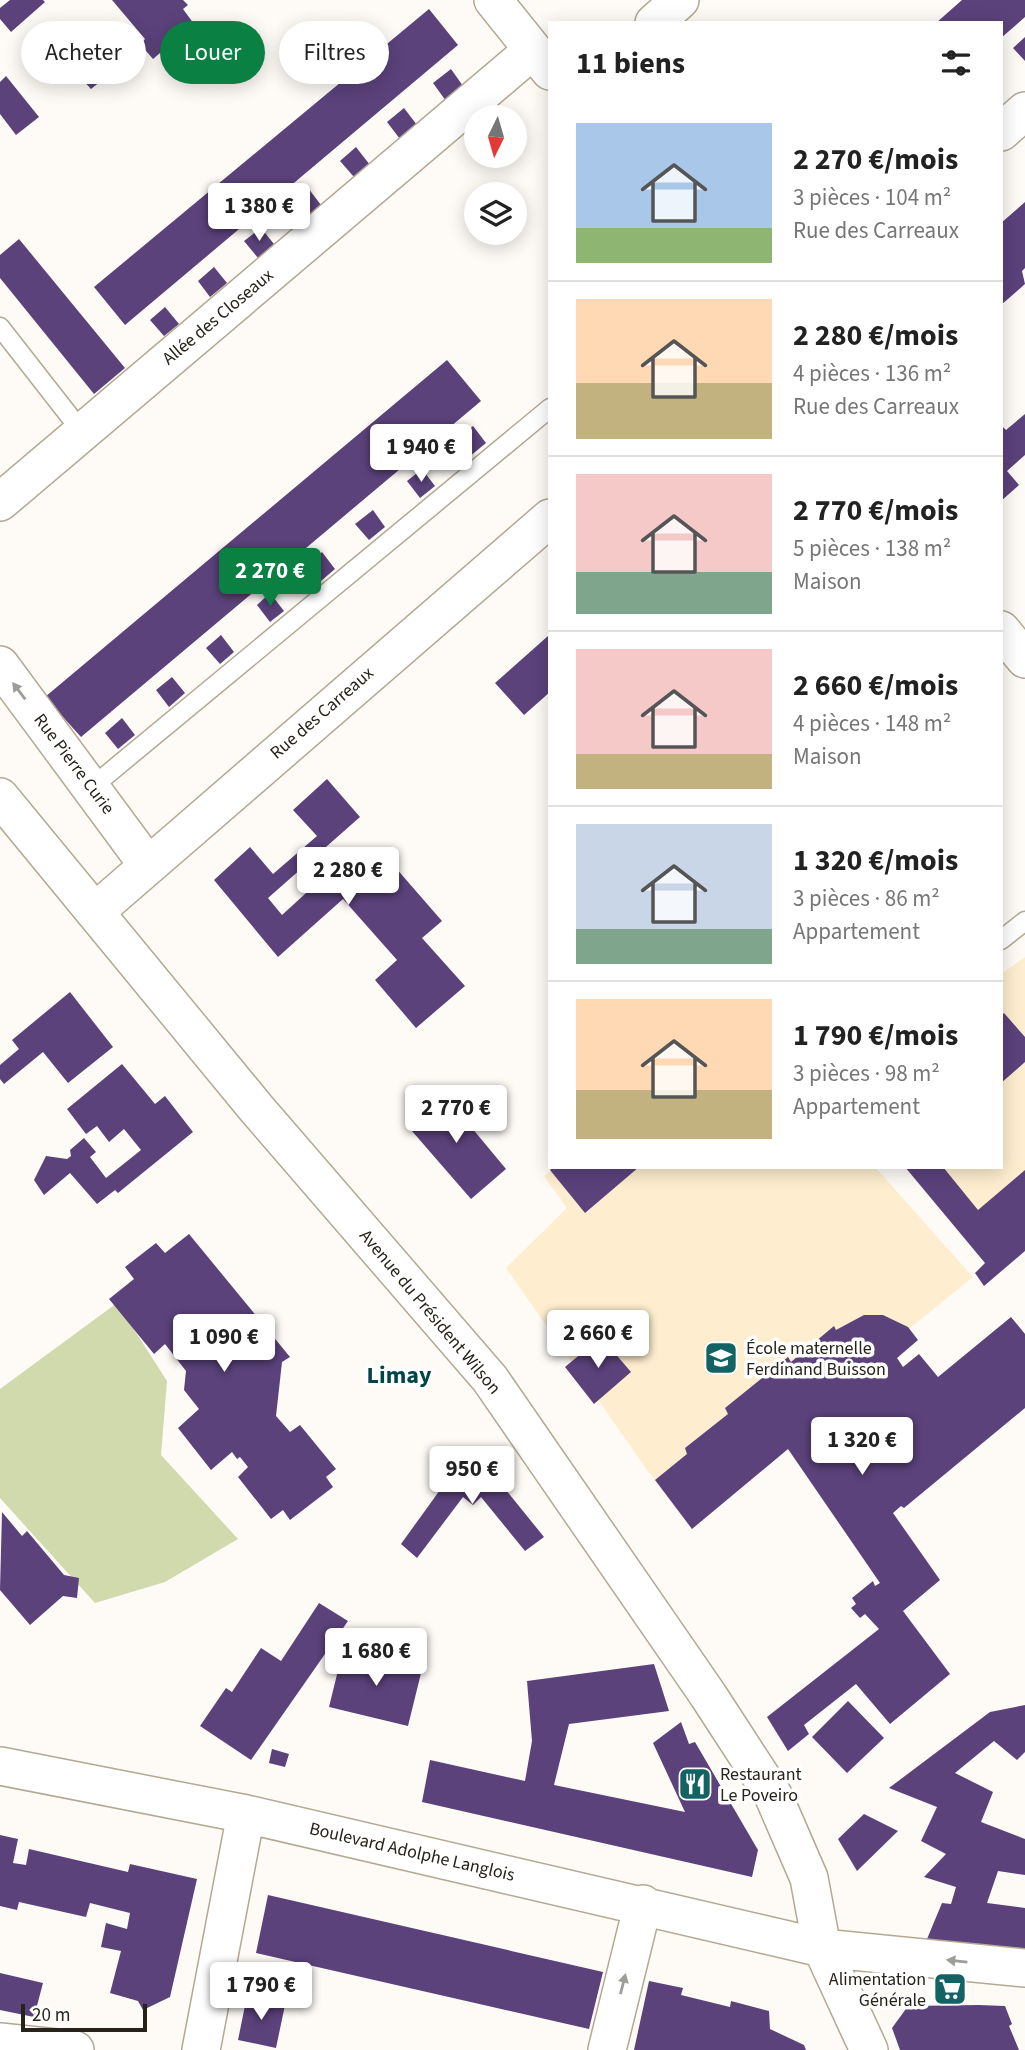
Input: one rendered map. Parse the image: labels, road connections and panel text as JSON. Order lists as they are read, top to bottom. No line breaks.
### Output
{"streets":{"street":["Allée des Closeaux","Rue des Carreaux","Rue Pierre Curie","Avenue du Président Wilson","Boulevard Adolphe Langlois"]},"crossings":[["Rue des Carreaux","Rue Pierre Curie"],["Rue des Carreaux","Avenue du Président Wilson"],["Avenue du Président Wilson","Boulevard Adolphe Langlois"]],"one_way":["Rue Pierre Curie"],"districts":["Limay"],"places":{"school or university":["École maternelle Ferdinand Buisson"],"restaurant":["Restaurant Le Poveiro"],"supermarket":["Alimentation Générale"]},"scale_bar":"20 m","north":"bottom","page":{"chip":["Acheter","Louer","Filtres"],"heading":"11 biens","list":[{"name":"2 270 €/mois","note":"3 pièces · 104 m² · Rue des Carreaux"},{"name":"2 280 €/mois","note":"4 pièces · 136 m² · Rue des Carreaux"},{"name":"2 770 €/mois","note":"5 pièces · 138 m² · Maison"},{"name":"2 660 €/mois","note":"4 pièces · 148 m² · Maison"},{"name":"1 320 €/mois","note":"3 pièces · 86 m² · Appartement"},{"name":"1 790 €/mois","note":"3 pièces · 98 m² · Appartement"}],"price":["1 380 €","1 940 €","2 270 €","2 280 €","2 770 €","2 660 €","1 090 €","1 320 €","950 €","1 680 €","1 790 €"],"scale":"20 m"}}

==*==

Exercise instructions> Give the data above again in full and unchanged, skipping the pictures.

Written answer>
Input: one rendered map. Parse the image: labels, road connections and panel text as JSON. Order lists as they are read, top to bottom. No line breaks.
### Output
{"streets":{"street":["Allée des Closeaux","Rue des Carreaux","Rue Pierre Curie","Avenue du Président Wilson","Boulevard Adolphe Langlois"]},"crossings":[["Rue des Carreaux","Rue Pierre Curie"],["Rue des Carreaux","Avenue du Président Wilson"],["Avenue du Président Wilson","Boulevard Adolphe Langlois"]],"one_way":["Rue Pierre Curie"],"districts":["Limay"],"places":{"school or university":["École maternelle Ferdinand Buisson"],"restaurant":["Restaurant Le Poveiro"],"supermarket":["Alimentation Générale"]},"scale_bar":"20 m","north":"bottom","page":{"chip":["Acheter","Louer","Filtres"],"heading":"11 biens","list":[{"name":"2 270 €/mois","note":"3 pièces · 104 m² · Rue des Carreaux"},{"name":"2 280 €/mois","note":"4 pièces · 136 m² · Rue des Carreaux"},{"name":"2 770 €/mois","note":"5 pièces · 138 m² · Maison"},{"name":"2 660 €/mois","note":"4 pièces · 148 m² · Maison"},{"name":"1 320 €/mois","note":"3 pièces · 86 m² · Appartement"},{"name":"1 790 €/mois","note":"3 pièces · 98 m² · Appartement"}],"price":["1 380 €","1 940 €","2 270 €","2 280 €","2 770 €","2 660 €","1 090 €","1 320 €","950 €","1 680 €","1 790 €"],"scale":"20 m"}}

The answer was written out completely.